--- Records shown ---
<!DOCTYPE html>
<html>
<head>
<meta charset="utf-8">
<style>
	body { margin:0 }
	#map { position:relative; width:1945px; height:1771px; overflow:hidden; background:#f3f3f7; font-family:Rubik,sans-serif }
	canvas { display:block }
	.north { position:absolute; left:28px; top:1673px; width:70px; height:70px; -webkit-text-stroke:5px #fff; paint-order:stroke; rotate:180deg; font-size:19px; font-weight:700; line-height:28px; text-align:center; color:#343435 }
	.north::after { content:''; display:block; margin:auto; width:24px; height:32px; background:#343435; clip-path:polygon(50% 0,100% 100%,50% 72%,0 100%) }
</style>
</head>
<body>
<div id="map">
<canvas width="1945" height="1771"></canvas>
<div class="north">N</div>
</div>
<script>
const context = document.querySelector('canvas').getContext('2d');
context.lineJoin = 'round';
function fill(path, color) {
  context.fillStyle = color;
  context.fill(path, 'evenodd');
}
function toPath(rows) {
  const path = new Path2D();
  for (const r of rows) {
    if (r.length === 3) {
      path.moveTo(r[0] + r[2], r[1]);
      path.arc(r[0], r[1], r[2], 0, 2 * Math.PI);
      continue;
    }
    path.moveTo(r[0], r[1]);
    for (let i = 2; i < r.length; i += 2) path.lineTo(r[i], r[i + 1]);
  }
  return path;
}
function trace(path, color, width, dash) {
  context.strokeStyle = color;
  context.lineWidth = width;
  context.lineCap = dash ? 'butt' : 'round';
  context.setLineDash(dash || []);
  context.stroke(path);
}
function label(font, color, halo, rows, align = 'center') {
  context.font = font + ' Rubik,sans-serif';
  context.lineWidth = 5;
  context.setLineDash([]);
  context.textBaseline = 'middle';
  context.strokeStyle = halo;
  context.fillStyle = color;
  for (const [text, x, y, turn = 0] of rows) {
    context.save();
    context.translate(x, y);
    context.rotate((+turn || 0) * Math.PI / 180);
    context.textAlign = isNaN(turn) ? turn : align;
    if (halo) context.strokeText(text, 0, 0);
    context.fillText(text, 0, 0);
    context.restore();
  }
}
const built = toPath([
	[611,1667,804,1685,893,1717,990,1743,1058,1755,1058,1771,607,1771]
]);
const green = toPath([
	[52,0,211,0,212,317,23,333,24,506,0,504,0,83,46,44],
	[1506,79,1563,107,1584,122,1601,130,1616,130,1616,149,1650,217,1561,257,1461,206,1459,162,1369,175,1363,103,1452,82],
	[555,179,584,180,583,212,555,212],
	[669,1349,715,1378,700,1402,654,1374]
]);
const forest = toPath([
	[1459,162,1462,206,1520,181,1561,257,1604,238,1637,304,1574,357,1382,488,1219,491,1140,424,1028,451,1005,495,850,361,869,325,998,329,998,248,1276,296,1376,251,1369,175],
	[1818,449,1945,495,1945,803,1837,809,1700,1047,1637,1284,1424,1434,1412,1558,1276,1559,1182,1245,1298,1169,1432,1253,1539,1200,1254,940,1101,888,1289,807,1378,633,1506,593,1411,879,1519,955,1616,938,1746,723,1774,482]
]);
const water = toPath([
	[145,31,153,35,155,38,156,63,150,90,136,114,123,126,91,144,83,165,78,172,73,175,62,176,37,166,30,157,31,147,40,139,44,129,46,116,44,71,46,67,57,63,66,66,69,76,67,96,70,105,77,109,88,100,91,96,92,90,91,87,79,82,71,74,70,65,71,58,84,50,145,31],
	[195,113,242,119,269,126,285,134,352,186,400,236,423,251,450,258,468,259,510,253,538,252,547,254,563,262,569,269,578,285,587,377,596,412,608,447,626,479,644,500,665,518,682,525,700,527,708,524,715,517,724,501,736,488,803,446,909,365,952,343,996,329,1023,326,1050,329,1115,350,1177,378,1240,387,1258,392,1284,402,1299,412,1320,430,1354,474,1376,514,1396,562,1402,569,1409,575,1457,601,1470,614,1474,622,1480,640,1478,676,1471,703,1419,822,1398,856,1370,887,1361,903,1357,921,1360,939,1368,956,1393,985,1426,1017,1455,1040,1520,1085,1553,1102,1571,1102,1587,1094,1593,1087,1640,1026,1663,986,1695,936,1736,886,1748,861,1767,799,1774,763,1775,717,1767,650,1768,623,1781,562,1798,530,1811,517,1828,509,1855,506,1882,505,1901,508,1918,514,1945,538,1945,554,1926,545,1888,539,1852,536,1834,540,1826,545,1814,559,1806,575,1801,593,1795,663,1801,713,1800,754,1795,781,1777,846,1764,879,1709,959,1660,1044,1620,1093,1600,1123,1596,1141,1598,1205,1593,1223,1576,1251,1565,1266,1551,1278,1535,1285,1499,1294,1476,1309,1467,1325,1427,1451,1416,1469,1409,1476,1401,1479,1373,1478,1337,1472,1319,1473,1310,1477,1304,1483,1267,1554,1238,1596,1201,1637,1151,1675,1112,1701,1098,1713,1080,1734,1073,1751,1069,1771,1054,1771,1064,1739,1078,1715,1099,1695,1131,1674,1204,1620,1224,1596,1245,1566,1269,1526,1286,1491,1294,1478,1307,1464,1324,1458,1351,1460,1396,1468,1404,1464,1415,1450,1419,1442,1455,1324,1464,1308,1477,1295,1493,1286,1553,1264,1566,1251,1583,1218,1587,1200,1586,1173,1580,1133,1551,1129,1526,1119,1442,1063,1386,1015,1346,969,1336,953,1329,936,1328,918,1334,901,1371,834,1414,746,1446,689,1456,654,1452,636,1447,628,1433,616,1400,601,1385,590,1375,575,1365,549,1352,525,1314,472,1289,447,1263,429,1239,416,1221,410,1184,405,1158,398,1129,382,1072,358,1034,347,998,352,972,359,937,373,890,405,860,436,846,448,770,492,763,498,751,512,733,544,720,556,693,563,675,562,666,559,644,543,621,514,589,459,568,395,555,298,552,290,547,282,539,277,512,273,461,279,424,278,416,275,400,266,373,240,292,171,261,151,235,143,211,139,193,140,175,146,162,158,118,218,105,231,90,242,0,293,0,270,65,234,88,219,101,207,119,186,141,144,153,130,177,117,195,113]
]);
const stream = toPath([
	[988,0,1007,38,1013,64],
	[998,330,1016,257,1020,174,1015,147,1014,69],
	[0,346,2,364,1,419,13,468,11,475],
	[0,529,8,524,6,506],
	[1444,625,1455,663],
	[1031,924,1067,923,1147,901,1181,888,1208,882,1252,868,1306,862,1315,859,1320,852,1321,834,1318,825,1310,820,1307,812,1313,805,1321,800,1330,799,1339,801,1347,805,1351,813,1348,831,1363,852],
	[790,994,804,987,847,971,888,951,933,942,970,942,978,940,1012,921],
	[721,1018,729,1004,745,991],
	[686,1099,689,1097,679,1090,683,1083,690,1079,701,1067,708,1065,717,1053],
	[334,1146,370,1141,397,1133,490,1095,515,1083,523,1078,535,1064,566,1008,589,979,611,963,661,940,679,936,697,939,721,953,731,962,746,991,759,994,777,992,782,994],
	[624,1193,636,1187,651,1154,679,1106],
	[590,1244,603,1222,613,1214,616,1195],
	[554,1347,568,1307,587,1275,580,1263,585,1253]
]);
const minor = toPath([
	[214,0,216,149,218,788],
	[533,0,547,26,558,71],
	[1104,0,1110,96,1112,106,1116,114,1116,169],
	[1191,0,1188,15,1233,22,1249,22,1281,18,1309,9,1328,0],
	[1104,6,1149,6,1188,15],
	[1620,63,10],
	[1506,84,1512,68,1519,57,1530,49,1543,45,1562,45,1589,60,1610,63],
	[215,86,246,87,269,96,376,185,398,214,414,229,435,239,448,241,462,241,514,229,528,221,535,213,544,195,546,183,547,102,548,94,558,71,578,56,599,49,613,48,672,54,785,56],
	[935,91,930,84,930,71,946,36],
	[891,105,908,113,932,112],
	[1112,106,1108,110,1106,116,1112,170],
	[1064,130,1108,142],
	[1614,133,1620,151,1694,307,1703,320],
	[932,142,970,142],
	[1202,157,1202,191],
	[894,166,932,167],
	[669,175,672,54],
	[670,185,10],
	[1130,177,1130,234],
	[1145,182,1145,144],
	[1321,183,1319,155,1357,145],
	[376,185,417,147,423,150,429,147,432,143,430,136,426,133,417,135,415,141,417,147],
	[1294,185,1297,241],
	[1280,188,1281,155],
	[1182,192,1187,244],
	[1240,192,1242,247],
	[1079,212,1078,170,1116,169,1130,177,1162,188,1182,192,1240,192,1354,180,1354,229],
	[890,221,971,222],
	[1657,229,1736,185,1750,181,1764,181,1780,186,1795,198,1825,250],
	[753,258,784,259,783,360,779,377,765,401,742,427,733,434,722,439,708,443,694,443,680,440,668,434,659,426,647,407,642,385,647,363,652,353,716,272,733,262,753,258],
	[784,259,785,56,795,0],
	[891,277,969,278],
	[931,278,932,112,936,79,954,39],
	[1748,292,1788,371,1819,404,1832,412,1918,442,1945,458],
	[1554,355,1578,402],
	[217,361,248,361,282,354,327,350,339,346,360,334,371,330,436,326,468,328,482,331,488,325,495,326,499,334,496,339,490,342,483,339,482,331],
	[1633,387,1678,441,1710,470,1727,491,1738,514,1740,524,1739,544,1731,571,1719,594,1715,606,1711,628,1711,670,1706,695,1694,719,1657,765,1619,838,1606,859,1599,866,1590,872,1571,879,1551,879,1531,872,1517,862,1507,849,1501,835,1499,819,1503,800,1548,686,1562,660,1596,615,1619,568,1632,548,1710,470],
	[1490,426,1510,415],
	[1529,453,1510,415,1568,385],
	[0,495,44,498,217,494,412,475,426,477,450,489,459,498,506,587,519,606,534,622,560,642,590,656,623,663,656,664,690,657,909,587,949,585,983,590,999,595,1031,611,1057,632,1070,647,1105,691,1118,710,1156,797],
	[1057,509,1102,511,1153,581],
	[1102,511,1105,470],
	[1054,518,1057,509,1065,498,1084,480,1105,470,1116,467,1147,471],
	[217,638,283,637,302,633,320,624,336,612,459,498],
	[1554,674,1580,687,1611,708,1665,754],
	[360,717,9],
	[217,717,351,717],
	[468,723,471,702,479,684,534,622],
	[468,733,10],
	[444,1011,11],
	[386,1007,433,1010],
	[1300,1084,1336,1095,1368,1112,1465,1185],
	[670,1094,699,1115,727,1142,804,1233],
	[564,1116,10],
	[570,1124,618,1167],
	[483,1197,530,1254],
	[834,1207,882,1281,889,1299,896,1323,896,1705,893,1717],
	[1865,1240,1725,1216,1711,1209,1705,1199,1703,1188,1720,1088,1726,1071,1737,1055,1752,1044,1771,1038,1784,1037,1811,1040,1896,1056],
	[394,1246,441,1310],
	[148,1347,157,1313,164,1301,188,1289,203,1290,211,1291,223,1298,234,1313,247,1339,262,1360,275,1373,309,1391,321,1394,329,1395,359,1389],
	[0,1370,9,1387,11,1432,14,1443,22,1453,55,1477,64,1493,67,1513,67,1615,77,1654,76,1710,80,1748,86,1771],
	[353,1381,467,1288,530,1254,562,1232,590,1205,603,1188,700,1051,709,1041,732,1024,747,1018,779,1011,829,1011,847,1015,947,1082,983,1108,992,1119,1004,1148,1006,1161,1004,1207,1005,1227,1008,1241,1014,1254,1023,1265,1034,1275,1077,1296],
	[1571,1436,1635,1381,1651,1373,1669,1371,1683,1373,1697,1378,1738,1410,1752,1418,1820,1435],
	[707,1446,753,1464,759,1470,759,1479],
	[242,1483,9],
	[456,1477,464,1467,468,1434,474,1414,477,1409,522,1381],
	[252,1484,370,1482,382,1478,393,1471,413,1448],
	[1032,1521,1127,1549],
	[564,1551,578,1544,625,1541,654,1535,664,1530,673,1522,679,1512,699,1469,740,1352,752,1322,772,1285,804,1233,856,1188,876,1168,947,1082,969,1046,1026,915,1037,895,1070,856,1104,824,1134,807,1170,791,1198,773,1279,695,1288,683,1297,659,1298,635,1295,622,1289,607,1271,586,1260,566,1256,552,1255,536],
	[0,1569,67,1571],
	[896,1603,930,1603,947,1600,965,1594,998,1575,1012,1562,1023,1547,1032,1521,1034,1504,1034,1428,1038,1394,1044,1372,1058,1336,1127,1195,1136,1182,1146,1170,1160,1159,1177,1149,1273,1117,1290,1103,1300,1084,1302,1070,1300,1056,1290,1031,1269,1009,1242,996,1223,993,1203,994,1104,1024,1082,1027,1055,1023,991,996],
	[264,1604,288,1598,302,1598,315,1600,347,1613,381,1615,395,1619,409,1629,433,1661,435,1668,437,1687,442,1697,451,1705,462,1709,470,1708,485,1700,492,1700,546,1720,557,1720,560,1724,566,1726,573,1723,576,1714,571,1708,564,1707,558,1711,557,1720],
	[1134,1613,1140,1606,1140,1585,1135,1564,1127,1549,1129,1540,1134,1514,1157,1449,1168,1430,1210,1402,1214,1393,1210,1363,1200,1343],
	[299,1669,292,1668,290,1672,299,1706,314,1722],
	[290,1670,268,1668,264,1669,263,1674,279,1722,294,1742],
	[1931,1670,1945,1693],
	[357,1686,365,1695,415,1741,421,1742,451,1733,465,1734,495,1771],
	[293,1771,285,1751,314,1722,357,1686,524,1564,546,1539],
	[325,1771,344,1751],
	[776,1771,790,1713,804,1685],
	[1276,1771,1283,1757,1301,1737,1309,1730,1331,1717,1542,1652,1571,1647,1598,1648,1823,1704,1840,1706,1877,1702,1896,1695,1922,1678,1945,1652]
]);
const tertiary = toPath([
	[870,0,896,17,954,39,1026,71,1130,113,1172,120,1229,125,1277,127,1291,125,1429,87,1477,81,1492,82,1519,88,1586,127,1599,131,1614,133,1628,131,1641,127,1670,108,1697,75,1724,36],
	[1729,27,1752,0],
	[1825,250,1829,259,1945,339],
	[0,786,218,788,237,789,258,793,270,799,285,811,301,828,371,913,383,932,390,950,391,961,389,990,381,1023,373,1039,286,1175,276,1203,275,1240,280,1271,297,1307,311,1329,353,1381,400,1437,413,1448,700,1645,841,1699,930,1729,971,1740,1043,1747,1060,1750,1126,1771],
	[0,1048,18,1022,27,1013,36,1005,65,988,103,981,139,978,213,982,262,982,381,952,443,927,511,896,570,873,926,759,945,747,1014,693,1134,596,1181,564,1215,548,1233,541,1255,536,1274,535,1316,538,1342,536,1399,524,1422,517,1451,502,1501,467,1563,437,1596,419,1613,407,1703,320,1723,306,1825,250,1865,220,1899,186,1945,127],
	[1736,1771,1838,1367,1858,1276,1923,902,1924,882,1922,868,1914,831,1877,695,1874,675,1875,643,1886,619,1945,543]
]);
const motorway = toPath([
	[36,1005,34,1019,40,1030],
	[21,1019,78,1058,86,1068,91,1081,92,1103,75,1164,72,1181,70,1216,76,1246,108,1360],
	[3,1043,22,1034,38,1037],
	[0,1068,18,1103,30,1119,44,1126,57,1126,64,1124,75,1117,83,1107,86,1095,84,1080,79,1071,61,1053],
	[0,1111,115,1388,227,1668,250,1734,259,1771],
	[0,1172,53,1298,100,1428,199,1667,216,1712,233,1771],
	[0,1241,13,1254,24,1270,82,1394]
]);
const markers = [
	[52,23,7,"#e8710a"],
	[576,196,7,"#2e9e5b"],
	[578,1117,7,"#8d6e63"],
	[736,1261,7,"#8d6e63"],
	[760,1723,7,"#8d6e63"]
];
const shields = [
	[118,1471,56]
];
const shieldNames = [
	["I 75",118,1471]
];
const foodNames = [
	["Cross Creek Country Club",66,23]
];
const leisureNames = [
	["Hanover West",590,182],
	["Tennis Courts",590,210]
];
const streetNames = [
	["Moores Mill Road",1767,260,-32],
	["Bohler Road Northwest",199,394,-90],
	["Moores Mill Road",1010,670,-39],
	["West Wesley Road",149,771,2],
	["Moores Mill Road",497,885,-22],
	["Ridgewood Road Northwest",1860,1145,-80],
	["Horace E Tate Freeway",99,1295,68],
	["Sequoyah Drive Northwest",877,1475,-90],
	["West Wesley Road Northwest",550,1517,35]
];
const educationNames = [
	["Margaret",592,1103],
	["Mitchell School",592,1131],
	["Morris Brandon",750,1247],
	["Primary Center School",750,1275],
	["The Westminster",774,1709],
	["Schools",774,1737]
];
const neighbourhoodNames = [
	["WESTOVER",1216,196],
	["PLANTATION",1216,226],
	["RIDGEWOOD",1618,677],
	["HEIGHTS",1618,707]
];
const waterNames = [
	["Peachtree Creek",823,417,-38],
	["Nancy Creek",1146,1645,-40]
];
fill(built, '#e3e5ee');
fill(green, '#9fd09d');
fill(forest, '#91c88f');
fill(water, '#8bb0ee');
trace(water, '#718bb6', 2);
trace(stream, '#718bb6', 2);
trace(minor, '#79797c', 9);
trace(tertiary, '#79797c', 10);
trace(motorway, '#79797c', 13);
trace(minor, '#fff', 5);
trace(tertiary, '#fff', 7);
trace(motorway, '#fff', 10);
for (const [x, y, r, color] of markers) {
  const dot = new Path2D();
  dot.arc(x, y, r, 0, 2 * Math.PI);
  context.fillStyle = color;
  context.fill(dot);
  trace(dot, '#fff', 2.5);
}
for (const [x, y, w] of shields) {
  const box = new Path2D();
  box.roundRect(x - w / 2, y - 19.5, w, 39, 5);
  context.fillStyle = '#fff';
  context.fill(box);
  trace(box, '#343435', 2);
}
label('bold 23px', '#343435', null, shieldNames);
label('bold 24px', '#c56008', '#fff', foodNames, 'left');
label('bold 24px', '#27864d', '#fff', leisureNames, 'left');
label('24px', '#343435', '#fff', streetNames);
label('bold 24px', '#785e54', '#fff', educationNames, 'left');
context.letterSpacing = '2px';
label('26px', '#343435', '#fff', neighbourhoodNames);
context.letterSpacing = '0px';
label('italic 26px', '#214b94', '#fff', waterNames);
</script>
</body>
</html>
---
_What to do:_ Taking every line of the records in turn, count the ones holding "length", and state nothing but the number.

_Exercise answer:_ 2